Goal of the exercise: Scan the entries below for the string "object" and copy every line where it turns up.

Exercise data:
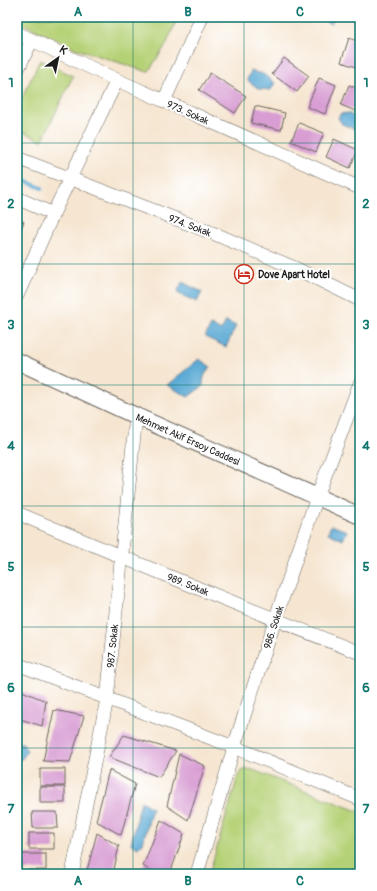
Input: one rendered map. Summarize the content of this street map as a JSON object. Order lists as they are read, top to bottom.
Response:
{
  "streets": {
    "street": [
      "973. Sokak",
      "974. Sokak",
      "Mehmet Akif Ersoy Caddesi",
      "989. Sokak",
      "986. Sokak",
      "987. Sokak"
    ]
  },
  "crossings": [
    ["Mehmet Akif Ersoy Caddesi", "986. Sokak"],
    ["Mehmet Akif Ersoy Caddesi", "987. Sokak"],
    ["989. Sokak", "986. Sokak"],
    ["989. Sokak", "987. Sokak"]
  ],
  "places": {
    "hotel": ["Dove Apart Hotel"]
  },
  "north": "top right",
  "grid": {
    "columns": ["A", "B", "C"],
    "rows": [
      "1",
      "2",
      "3",
      "4",
      "5",
      "6",
      "7"
    ]
  }
}
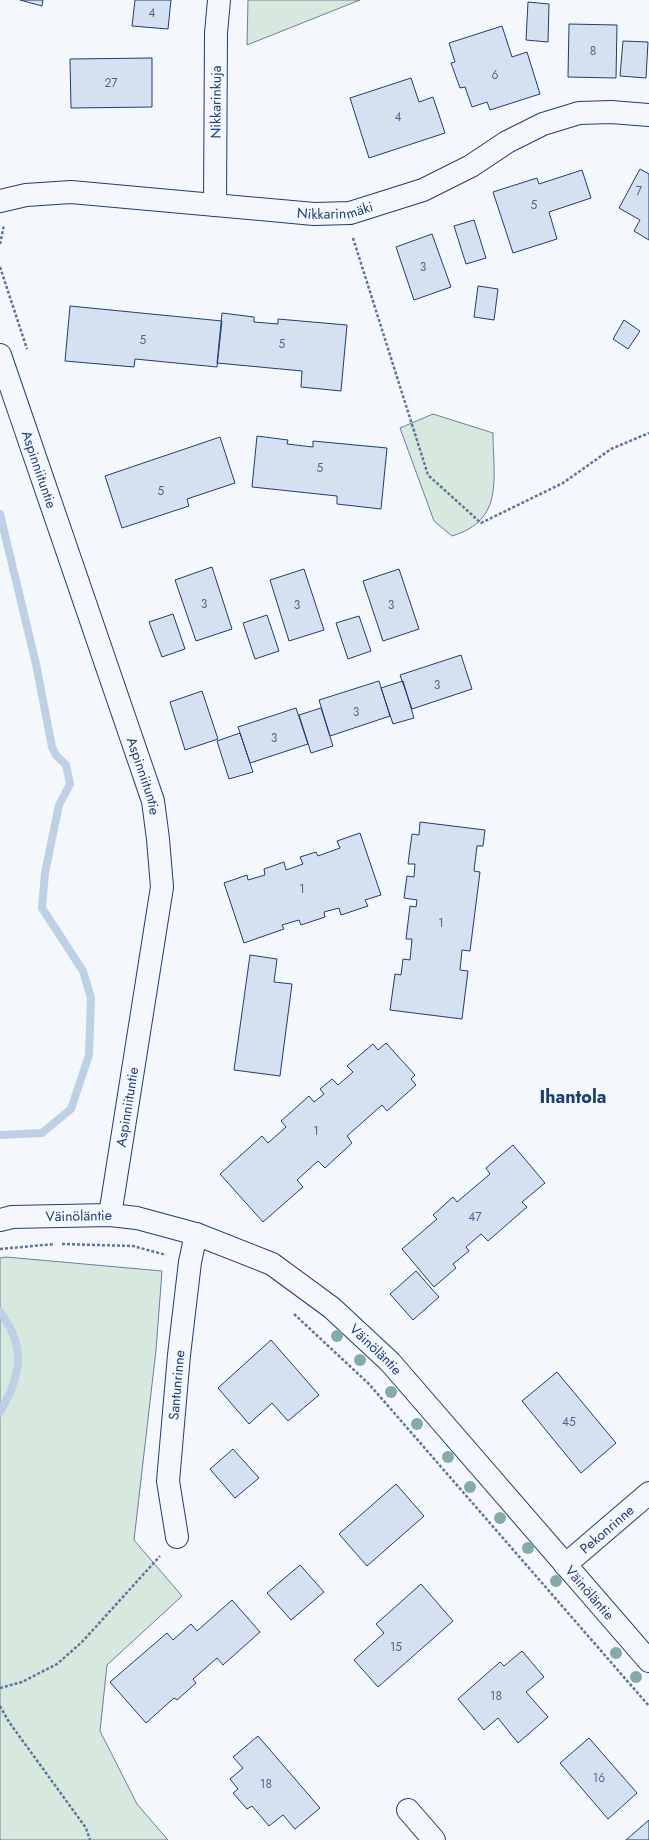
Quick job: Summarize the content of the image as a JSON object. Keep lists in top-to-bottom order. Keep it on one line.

Output of the exercise:
Input: one rendered map. Summarize the content of this street map as a JSON object. Order lists as they are read, top to bottom.
Quick job: Summarize the content of the image as a JSON object. Keep lists in top-to-bottom order. Keep it on one line.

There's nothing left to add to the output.